OCCUPY SACRAMENTO, ET AL.,
PLAINTIFFS,
v.
CITY OF SACRAMENTO, ET AL., DEFENDANTS.



The opinion of the court was delivered by: Morrison C. England, Jr. United States District Judge

MEMORANDUM AND ORDER

-Before the Court is Defendant City of Sacramento's (the "City") Motion to Dismiss and Strike Plaintiffs' First Amended Complaint (ECF No. 23) ("MTD").*fn1 For the reasons that follow, the Motion is GRANTED without leave to amend.

BACKGROUND*fn2

Plaintiffs "Occupy Sacramento" -- which is an unincorporated association aligned with the "Occupy Wall Street" movement -- as well as individual members of Occupy Sacramento, allege that since the first week of October 2011 they have been assembling and associating in Sacramento's Cesar Chavez Plaza Park ("the Park") for the purpose of engaging in political expression.*fn3

(First Amended Complaint ("FAC"), ECF No. 9 ¶¶ 3, 4, 6-9.) Plaintiffs state that they have chosen to assemble in the Park because "it is central to public transportation, symbolically located opposite City Hall and because it is the historic site for peaceable assemblies and free speech." (Id. at ¶ 9.) They desire to assemble and to communicate on a continuous basis, around the clock on a twenty-four hour a day basis for an indefinite period of time. (Id. at ¶ 10.) Specifically, Plaintiffs argue that a continuous presence in the Park is necessary both to communicate their message to people in the local area, as well as to communicate with other "Occupy" groups across the country and around the world. (Id. at ¶¶ 9-10.)

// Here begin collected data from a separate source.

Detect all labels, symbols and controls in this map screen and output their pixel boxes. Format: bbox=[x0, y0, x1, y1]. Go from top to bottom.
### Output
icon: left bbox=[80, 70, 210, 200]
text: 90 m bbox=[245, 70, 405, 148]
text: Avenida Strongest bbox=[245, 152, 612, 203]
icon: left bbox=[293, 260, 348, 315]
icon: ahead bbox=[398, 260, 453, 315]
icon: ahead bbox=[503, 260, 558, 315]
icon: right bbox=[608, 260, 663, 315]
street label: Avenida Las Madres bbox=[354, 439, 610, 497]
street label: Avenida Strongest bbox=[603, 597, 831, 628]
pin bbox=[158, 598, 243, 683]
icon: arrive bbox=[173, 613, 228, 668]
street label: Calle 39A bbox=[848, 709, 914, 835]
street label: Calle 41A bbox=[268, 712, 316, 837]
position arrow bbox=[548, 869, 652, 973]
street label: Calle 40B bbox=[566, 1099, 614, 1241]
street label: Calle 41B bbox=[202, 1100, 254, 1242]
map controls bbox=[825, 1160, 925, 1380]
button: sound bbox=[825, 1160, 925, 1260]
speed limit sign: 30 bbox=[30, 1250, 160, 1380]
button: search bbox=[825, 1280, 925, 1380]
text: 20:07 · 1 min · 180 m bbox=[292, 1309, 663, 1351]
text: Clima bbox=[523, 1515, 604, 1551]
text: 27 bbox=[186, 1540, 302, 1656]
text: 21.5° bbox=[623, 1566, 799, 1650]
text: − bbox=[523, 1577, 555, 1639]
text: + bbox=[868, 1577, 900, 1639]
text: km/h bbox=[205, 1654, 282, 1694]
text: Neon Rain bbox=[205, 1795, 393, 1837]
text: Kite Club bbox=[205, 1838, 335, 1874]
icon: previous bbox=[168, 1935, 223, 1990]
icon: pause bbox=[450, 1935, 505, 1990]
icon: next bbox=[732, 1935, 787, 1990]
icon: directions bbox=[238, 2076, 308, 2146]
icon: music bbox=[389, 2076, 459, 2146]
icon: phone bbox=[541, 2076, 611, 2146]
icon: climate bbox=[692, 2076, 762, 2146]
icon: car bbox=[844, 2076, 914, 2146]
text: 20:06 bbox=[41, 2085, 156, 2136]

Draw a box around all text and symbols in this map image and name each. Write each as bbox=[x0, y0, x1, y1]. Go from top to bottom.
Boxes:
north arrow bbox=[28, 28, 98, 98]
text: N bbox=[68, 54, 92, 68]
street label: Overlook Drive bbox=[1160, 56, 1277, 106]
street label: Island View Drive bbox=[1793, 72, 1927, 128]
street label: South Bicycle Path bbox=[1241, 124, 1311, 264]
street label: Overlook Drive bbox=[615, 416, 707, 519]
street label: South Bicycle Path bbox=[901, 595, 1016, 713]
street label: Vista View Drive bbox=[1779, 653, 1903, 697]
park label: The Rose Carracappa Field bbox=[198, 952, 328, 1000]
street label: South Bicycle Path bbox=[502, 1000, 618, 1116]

Plaintiffs contend that Sacramento City Code § 12.72.090 prohibits themselves and others from remaining in the Park after 11:00 p.m. and before 5:00 a.m. each weekday, and after midnight and before 5:00 a.m. on weekends. (Id. at ¶ 11.) They reproduce § 12.72.090 in full, which provides:

12.72.090 Remaining or loitering in parks during certain hours prohibited.

A. No person shall remain or loiter in any public park:

1. Between the hours of midnight Friday or Saturday and five a.m. of the following day; and

2. Between the hours of eleven p.m. Sunday through Thursday and five a.m. of the following day.

B. The prohibitions contained in subsections

(A)(1) and (A)(2) of this section shall not apply:

1. To any person on an emergency errand;

2. To any person attending a meeting, entertainment event, recreation activity, dance or similar activity in such park provided such activity is sponsored or co-sponsored by the department of parks and community services or a permit therefor has been issued by the department of parks and community services;

3. To any person exiting such park immediately after the conclusion of any activity set forth in subsection (B)(2) of this section;

4. To any peace officer or employee of the city while engaged in the performance of his or her duties.

C. The director, with the concurrence of the chief of police, may designate extended park hours for any park when the director determines that such extension of hours is consistent with sound use of park resources, will enhance recreational activities in the city, and will not be detrimental to the public safety or welfare.

The prohibitions contained in subsections

(A)(1) and (A)(2) of this section shall not apply to any person present in a public park during extended park hours designated pursuant to this subsection.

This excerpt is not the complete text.